The GNU Debugger (GDB) is a portable debugger that runs on many Unix-like systems and works for many programming languages, including Ada, C, C++, Objective-C, Free Pascal, Fortran, Go, and partially others.

History
GDB was first written by Richard Stallman in 1986 as part of his GNU system, after his GNU Emacs was "reasonably stable". GDB is free software released under the GNU General Public License (GPL). It was modeled after the DBX debugger, which came with Berkeley Unix distributions.

From 1990 to 1993 it was maintained by John Gilmore. Now it is maintained by the GDB Steering Committee which is appointed by the Free Software Foundation.

Technical details

Features
GDB offers extensive facilities for tracing and altering the execution of computer programs. The user can monitor and modify the values of programs' internal variables, and even call functions independently of the program's normal behavior.

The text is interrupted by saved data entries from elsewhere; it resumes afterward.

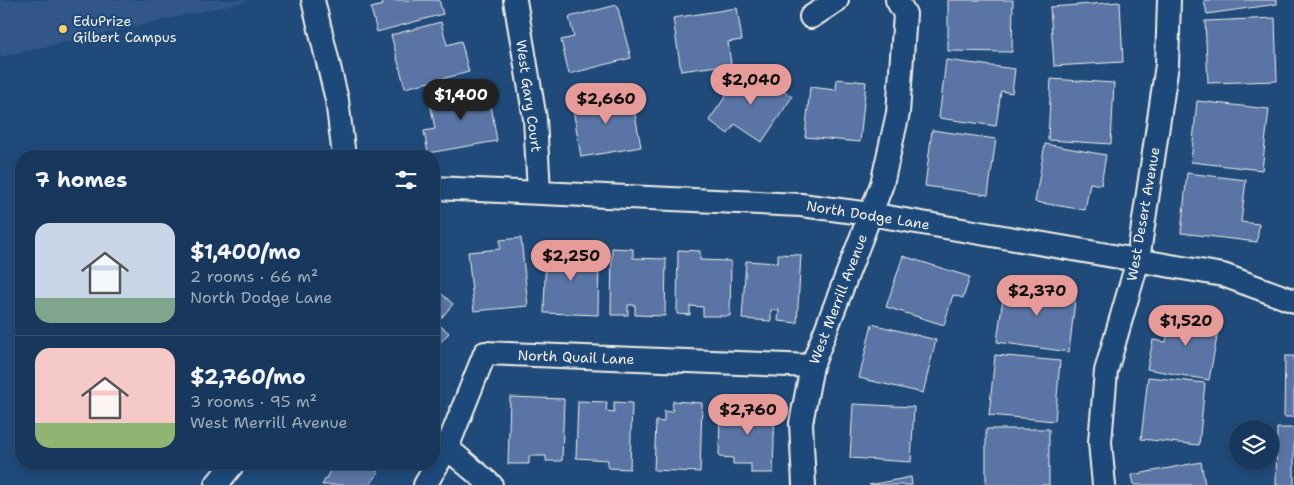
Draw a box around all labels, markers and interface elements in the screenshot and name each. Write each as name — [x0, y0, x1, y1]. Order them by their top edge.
place label: EduPrize Gilbert Campus — [73, 12, 177, 46]
marker: EduPrize Gilbert Campus — [57, 23, 69, 35]
street label: West Gary Court — [512, 39, 546, 153]
pin: $2,040 — [710, 64, 792, 106]
text: $2,040 — [721, 69, 781, 90]
pin: $1,400 — [420, 78, 502, 121]
pin: $2,660 — [565, 82, 647, 125]
text: $1,400 — [434, 84, 488, 105]
text: $2,660 — [576, 88, 636, 109]
street label: West Desert Avenue — [1122, 146, 1164, 282]
text: 7 homes — [35, 166, 127, 194]
icon: filters — [392, 166, 420, 194]
street label: North Dodge Lane — [805, 196, 931, 234]
street label: West Merrill Avenue — [805, 231, 871, 367]
text: $1,400/mo — [190, 238, 301, 266]
pin: $2,250 — [530, 240, 612, 282]
icon: home — [75, 243, 135, 303]
text: $2,250 — [542, 245, 600, 266]
text: 2 rooms · 66 m² — [190, 266, 318, 287]
pin: $2,370 — [996, 274, 1078, 317]
text: $2,370 — [1008, 280, 1066, 301]
text: North Dodge Lane — [190, 287, 332, 308]
pin: $1,520 — [1145, 304, 1227, 347]
text: $1,520 — [1160, 310, 1212, 331]
street label: North Quail Lane — [517, 346, 635, 368]
text: $2,760/mo — [190, 363, 306, 391]
icon: home — [75, 368, 135, 428]
text: 3 rooms · 95 m² — [190, 391, 317, 412]
pin: $2,760 — [707, 394, 789, 436]
text: $2,760 — [719, 399, 777, 420]
text: West Merrill Avenue — [190, 412, 348, 433]
map controls — [1229, 420, 1279, 470]
button: layers — [1229, 420, 1279, 470]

GDB target processors (as of 2003) include: Alpha, ARM, AVR, H8/300, Altera Nios/Nios II, System/370, System 390, X86 and its 64-bit extension X86-64, IA-64 "Itanium", Motorola 68000, MIPS, PA-RISC, PowerPC, SuperH, SPARC, and VAX. Lesser-known target processors supported in the standard release have included A29K, ARC, ETRAX CRIS, D10V, D30V, FR-30, FR-V, Intel i960, 68HC11, Motorola 88000, MCORE, MN10200, MN10300, NS32K, Stormy16, and Z8000.  (Newer releases will likely not support some of these.) GDB has compiled-in simulators for even lesser-known target processors such like M32R or V850.

GDB is still actively being developed. As of version 7.0 new features include support for Python scripting and as of version 7.8 GNU Guile scripting as well. Since version 7.0, support for "reversible debugging" — allowing a debugging session to step backward, much like rewinding a crashed program to see what happened — is available.

Remote debugging
GDB offers a "remote" mode often used when debugging embedded systems. Remote operation is when GDB runs on one machine and the program being debugged runs on another. GDB can communicate to the remote "stub" that understands GDB protocol through a serial device or TCP/IP. A stub program can be created by linking to the appropriate stub files provided with GDB, which implement the target side of the communication protocol. Alternatively, gdbserver can be used to remotely debug the program without needing to change it in any way.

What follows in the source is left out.